Yep, mine does indeed have a tool well….there IS another side benefit..I can hook a clamp down into it, and out over the front edge of the bench. been using the tool well and this bench for over 7 years now….no real issues. 









YMMV….but, this fits the work I normally do in the shop.


----------



## controlfreak

I built a Moravian bench and usually only keep the tools I am currently using in there. a couple of planes, squares, pencils, etc. Funny that I just and decided it was time to clean all of the shavings out. I put a few things away and placed all the keeper items on the bench top. Tilted the tray up and dumped it and done. That is the beauty of the Moravian, if the tray was fixed in place I may not like it as much but there is always the vacuum too.


----------



## DevinT

The tool well is very helpful when you want to set your plane down because you can quickly set it over the well (not *in* the well) so the blade is hovering in the air. This is nice because a plane sitting up-right takes up less space than a plane sitting on its side


----------



## DevinT

I can't think of any cons because usually you would put a tool well on a hand tool bench which you are not going to be reaching very far into the table (so it's not like you're losing workbench space)


----------



## DevinT

Now, a good compromise is to do a split-top. You get the ability to set planes up-right with the blade in the air to maximize different planes used in a task (I often have 3-4 planes on my bench at any time during a hand planing task) without collecting chips or shavings and also without sacrificing bench space.

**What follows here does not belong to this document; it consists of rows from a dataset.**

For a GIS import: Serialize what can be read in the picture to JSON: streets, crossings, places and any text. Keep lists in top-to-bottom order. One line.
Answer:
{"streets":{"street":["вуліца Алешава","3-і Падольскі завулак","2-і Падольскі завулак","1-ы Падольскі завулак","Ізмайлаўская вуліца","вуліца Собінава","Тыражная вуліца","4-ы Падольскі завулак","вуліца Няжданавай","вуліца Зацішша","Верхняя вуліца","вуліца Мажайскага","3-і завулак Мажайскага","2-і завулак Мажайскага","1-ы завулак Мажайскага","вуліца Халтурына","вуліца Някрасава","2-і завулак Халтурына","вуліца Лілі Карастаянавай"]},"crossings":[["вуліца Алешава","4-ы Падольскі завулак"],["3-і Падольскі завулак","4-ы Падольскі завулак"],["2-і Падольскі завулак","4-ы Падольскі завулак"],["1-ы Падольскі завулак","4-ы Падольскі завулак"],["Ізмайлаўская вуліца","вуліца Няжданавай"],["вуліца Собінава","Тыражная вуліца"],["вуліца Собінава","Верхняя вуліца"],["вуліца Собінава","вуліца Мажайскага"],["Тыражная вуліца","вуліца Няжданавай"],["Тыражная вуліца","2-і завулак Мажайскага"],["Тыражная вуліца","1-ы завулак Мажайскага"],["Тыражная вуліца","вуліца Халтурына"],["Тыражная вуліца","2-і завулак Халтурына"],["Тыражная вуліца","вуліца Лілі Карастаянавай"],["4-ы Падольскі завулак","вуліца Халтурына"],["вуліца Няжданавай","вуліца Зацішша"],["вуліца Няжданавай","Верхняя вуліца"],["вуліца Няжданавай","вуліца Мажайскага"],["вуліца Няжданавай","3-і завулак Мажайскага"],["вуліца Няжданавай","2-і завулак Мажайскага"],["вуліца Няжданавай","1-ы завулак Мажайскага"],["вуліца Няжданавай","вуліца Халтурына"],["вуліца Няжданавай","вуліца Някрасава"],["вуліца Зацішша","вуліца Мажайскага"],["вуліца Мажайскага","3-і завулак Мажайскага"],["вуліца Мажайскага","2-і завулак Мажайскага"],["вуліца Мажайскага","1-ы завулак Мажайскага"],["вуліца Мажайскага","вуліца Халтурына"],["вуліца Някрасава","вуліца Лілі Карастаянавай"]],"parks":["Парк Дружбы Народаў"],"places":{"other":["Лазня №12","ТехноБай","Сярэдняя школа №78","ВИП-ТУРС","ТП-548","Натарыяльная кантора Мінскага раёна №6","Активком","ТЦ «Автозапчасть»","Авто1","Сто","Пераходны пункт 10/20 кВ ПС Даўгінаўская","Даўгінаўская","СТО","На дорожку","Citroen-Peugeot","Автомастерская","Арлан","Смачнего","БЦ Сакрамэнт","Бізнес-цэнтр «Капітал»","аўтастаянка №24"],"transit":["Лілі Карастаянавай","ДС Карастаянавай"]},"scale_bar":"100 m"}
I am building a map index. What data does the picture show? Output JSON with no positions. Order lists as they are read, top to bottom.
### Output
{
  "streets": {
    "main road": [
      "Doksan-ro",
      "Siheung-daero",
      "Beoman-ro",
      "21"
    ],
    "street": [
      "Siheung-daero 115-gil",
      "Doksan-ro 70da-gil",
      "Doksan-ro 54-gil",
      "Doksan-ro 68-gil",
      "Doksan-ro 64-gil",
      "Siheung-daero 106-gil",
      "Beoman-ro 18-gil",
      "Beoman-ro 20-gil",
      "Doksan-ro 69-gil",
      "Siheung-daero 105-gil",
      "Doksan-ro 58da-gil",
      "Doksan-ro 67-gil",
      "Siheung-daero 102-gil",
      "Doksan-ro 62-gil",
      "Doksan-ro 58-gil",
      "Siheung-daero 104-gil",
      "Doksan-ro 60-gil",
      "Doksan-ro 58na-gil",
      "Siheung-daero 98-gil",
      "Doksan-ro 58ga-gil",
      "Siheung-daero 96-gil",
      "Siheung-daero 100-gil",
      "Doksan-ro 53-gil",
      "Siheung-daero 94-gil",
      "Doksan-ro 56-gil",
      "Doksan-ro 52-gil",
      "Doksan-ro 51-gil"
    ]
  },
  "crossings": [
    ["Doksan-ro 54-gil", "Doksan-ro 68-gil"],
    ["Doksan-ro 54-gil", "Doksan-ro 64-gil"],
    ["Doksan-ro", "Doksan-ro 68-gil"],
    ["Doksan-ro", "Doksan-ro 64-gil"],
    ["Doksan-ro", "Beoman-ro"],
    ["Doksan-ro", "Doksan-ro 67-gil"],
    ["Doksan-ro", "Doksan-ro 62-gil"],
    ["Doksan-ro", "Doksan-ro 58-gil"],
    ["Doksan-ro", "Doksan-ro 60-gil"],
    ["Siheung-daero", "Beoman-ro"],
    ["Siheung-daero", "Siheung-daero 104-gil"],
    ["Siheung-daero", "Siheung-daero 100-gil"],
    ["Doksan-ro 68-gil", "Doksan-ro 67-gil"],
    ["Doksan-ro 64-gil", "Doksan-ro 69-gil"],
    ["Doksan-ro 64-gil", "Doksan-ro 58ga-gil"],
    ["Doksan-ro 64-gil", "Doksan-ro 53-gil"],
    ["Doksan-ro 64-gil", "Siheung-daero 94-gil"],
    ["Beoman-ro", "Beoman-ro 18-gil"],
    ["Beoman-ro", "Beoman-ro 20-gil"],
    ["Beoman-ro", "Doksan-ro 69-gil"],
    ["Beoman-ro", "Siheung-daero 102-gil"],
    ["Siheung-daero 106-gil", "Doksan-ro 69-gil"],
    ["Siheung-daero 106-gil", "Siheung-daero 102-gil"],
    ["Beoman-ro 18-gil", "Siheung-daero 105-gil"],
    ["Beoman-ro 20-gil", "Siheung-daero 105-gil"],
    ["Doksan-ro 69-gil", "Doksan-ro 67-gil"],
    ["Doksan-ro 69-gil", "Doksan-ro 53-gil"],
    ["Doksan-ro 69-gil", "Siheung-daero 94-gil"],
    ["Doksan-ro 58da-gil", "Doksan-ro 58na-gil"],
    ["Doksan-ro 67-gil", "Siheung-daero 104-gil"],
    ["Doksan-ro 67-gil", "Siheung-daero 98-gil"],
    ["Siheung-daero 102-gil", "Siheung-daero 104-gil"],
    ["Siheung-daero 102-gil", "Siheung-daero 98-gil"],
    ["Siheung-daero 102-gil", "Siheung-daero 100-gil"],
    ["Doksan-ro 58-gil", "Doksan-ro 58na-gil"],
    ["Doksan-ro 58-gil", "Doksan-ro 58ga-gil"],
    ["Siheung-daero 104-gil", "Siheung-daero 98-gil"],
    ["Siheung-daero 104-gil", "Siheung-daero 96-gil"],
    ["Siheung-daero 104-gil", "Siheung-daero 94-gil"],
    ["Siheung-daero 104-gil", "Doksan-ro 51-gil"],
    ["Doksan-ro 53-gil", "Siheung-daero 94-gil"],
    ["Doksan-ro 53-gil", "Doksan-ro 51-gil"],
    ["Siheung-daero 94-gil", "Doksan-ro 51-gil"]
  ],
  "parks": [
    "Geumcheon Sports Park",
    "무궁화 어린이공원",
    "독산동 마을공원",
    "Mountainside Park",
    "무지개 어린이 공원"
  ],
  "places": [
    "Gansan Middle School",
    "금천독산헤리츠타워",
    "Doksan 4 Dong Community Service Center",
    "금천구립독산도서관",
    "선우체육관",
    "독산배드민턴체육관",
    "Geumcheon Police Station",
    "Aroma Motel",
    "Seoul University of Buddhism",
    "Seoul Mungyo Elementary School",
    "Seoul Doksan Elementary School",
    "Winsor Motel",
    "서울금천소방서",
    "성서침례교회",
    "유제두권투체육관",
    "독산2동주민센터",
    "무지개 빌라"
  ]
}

*EDIT*: However, a split top would risk dropping my spokeshave. I still give tool wells a positive thumbs-up but that's because I put my hand planes *across* it unless they are too small then I put it *in* the well. For me the whole point is to prevent taking up too much space by planes that I have on the bench without risking them being dropped and to minimize the chance that I might have to re-adjust the lateral due to a bump or from setting it on its side too hastily.

*ASIDE*: Just watch the way Rob Cosman uses his tool well. There are just as many things sitting atop it (bridging the edges) as there are things sitting inside it. You will also see that after he finishes using a plane he sets it over the well where it is convenient to grab the handle, it retains all its settings, and is not sitting on the blade, and is not taking up massive space by sitting on its side.


----------



## therealSteveN

Had one once, seemed like a place for junk to migrate to. Had a bunch over once. A day or so later it smelled funky. Someone evidently thought it was for trash, there were picked over Chicken bones in it. Thing is I don't remember anyone eating Chicken. Haven't used one since, hardly used it when I had it.

There is just something wrong about Chicken bones on your bench.


----------



## Loren

Frank Klausz argued for placing planes iron down on wood surfaces. After all, they are made to cut wood. That's what I do.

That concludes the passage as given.